Saved entries:
++++
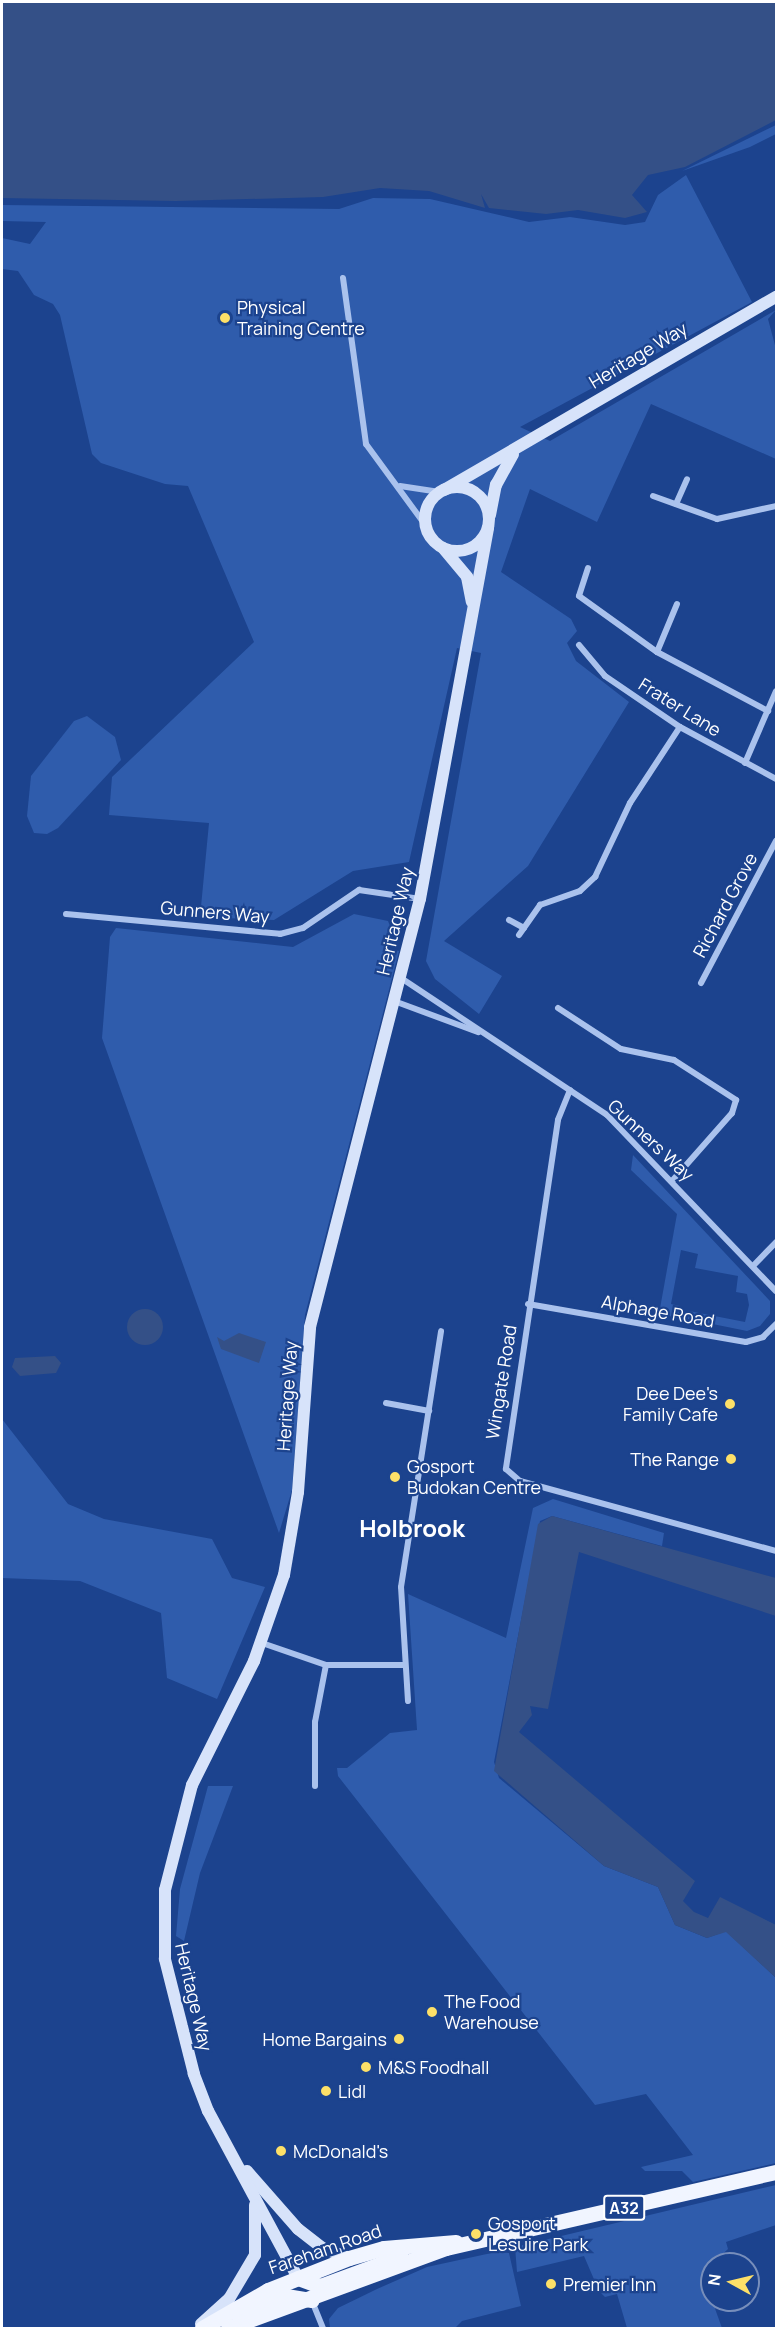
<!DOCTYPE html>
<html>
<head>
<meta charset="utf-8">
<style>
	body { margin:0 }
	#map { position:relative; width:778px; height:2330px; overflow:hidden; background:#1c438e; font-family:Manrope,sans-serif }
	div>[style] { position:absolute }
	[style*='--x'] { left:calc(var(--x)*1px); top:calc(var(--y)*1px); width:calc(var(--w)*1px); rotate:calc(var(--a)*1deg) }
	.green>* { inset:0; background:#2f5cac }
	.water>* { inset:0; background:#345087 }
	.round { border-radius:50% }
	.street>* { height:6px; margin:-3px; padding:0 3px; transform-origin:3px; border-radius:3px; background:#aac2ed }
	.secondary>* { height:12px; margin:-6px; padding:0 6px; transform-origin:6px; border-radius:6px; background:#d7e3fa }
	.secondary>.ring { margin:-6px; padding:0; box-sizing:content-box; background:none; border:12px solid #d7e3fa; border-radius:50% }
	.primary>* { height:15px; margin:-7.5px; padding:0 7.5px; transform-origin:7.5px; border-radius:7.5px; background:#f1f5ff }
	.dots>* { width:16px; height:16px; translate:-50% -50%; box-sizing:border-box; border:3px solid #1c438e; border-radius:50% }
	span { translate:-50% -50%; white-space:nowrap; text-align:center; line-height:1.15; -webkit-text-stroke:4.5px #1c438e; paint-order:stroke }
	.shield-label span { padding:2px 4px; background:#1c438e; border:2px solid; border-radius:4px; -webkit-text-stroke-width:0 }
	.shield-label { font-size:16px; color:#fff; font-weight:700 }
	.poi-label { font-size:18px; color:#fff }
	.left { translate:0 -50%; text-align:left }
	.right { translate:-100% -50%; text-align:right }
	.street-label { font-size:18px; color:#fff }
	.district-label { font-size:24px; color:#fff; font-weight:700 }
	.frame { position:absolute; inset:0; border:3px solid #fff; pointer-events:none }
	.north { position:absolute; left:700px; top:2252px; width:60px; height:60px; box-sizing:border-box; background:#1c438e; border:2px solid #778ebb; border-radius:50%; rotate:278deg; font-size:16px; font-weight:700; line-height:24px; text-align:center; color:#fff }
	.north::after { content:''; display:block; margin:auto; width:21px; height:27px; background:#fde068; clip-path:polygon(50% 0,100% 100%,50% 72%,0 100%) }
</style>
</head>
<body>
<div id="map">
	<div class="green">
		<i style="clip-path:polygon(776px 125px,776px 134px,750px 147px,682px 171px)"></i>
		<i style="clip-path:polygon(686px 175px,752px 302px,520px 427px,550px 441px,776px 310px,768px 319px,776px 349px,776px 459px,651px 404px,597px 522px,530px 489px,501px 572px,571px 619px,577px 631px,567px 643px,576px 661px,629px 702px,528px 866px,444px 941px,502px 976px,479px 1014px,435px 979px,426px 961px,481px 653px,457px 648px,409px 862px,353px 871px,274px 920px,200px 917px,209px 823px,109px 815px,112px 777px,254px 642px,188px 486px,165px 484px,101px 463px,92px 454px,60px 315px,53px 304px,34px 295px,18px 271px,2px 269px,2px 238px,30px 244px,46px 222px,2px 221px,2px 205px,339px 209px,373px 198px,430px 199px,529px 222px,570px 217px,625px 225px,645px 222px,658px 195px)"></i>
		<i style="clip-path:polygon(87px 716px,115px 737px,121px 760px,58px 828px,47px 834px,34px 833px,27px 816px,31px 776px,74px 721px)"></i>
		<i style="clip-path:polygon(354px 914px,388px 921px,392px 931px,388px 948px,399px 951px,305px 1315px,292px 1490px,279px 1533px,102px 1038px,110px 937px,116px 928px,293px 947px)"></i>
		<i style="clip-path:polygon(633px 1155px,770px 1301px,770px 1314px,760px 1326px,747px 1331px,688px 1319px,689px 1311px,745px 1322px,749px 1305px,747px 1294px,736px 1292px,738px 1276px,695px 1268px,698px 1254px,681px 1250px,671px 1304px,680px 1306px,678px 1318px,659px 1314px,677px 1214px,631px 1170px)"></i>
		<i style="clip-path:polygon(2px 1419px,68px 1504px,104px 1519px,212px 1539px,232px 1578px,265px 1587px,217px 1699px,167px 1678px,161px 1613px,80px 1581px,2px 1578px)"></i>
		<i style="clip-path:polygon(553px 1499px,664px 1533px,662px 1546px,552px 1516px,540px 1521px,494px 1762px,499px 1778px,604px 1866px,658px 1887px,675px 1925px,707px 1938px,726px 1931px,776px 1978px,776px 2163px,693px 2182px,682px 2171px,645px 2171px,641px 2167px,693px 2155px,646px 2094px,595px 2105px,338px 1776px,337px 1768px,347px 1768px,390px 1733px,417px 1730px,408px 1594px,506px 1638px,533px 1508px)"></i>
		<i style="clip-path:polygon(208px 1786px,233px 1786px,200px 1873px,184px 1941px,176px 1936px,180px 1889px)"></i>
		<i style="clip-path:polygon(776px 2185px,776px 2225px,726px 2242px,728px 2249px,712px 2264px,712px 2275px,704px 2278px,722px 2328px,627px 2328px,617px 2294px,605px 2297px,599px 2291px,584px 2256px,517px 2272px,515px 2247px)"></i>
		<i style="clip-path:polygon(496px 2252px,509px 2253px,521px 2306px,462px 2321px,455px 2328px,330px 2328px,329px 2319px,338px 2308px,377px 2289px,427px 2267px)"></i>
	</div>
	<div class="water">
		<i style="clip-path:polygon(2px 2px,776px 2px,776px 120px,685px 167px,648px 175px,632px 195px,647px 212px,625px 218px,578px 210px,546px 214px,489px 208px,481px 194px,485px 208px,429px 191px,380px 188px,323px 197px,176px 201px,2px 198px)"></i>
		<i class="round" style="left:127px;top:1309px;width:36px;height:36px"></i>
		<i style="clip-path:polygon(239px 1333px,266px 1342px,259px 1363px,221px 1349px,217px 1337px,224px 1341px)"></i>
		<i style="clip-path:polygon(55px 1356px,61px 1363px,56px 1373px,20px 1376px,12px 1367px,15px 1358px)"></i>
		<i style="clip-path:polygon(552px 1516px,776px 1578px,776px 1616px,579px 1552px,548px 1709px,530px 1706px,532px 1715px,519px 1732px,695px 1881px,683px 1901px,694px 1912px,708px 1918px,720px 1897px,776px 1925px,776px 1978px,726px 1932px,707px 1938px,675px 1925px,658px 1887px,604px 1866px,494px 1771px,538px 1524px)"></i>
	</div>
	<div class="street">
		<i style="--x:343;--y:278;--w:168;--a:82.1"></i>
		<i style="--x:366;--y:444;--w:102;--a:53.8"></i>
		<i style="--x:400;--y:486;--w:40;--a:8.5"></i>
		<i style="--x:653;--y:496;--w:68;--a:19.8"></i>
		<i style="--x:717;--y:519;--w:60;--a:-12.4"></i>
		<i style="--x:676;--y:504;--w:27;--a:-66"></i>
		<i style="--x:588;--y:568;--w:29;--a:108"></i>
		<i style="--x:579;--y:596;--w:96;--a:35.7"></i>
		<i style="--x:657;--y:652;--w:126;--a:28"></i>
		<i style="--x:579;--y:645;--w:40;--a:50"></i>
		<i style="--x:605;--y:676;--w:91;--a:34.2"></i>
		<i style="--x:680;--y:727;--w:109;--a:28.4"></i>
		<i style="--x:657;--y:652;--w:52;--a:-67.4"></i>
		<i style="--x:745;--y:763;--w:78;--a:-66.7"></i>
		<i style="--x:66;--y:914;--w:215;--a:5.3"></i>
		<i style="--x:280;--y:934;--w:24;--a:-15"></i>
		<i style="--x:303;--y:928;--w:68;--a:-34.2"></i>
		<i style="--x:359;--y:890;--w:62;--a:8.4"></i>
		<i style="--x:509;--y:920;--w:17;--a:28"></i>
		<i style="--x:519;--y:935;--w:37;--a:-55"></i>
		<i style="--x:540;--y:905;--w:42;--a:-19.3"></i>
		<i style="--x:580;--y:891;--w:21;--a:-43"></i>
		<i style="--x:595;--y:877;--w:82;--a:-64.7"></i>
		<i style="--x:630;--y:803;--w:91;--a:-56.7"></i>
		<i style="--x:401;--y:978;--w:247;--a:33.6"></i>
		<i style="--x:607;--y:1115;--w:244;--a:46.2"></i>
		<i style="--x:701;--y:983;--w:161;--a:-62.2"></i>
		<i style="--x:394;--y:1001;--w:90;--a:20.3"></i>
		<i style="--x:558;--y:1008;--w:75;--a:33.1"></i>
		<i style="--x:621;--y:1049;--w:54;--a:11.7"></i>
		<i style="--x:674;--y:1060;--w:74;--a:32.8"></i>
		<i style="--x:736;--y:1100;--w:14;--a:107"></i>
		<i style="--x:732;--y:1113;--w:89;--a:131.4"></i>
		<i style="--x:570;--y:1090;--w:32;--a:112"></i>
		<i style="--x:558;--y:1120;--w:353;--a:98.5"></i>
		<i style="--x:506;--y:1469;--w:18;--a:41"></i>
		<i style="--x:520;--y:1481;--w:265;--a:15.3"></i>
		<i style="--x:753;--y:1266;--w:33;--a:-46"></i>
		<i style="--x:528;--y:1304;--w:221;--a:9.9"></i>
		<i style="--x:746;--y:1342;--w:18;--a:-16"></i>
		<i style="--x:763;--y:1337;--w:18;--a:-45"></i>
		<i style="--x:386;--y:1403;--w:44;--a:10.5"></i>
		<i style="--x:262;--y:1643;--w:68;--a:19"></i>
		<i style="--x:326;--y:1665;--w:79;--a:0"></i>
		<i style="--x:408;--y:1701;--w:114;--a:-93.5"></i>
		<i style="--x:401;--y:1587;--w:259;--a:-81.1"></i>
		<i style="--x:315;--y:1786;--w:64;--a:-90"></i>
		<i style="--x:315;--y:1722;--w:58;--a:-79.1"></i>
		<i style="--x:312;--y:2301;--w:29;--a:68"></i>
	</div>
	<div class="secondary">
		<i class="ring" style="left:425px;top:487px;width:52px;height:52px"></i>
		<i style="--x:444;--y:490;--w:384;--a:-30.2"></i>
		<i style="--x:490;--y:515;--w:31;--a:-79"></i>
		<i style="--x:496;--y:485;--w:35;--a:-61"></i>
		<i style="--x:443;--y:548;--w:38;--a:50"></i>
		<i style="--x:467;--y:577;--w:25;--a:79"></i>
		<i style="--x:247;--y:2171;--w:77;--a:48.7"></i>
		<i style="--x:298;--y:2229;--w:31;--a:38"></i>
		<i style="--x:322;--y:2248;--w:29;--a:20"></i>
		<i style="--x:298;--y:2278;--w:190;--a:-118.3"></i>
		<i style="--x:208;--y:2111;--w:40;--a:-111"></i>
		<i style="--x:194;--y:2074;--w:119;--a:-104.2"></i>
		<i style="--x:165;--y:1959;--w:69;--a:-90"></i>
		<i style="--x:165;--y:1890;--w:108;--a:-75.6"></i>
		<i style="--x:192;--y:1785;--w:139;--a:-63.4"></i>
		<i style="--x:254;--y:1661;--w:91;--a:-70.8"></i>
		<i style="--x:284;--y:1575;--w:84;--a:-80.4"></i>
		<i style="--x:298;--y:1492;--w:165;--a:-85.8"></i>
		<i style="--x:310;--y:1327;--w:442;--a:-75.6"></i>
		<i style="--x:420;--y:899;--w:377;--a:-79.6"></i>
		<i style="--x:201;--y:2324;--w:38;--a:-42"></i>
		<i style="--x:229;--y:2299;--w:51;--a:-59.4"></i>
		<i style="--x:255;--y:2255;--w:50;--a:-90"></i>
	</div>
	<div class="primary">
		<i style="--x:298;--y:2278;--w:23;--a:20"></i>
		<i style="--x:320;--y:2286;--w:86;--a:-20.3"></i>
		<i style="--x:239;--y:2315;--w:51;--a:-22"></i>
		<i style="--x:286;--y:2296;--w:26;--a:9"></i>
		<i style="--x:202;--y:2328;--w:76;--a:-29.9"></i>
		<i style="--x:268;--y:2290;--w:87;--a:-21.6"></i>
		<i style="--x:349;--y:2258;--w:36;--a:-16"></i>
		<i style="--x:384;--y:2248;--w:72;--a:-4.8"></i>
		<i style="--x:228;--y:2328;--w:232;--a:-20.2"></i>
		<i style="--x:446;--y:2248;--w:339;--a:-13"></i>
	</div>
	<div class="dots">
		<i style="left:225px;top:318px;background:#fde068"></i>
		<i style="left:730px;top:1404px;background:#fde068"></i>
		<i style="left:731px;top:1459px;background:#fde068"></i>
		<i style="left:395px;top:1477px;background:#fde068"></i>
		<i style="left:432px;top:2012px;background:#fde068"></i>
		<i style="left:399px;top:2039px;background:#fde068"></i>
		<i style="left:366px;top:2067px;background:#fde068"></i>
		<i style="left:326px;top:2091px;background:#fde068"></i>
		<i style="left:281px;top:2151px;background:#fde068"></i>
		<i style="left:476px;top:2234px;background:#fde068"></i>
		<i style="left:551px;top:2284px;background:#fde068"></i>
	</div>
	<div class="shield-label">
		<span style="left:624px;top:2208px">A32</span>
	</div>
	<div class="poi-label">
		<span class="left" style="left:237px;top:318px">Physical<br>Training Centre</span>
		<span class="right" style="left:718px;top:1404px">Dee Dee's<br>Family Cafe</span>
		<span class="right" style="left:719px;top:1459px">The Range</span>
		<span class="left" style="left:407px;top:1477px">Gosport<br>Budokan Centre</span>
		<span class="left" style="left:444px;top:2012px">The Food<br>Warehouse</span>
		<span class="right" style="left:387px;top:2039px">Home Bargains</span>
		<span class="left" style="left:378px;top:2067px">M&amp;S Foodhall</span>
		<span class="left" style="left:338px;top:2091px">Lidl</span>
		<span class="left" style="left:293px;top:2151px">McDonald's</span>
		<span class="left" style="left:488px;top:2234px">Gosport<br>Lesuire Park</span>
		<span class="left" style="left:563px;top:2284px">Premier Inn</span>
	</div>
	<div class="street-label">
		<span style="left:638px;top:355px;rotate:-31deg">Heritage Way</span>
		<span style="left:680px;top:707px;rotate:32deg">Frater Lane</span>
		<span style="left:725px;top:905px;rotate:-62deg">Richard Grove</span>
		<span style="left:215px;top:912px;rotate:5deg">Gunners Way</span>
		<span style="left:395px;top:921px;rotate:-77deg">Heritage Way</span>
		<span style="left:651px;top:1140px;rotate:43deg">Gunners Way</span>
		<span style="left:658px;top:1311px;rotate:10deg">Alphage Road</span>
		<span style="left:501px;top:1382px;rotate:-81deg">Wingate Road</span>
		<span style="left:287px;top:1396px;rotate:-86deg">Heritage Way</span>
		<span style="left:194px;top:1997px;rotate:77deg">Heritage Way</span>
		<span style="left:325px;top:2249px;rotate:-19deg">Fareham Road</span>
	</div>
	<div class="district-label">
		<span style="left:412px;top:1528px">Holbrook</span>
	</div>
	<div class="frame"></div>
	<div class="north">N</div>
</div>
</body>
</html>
++++
▸ About this exercise: Copy out all the lines of the records that include "stroke".

▸ Solution for this task:
	span { translate:-50% -50%; white-space:nowrap; text-align:center; line-height:1.15; -webkit-text-stroke:4.5px #1c438e; paint-order:stroke }
	.shield-label span { padding:2px 4px; background:#1c438e; border:2px solid; border-radius:4px; -webkit-text-stroke-width:0 }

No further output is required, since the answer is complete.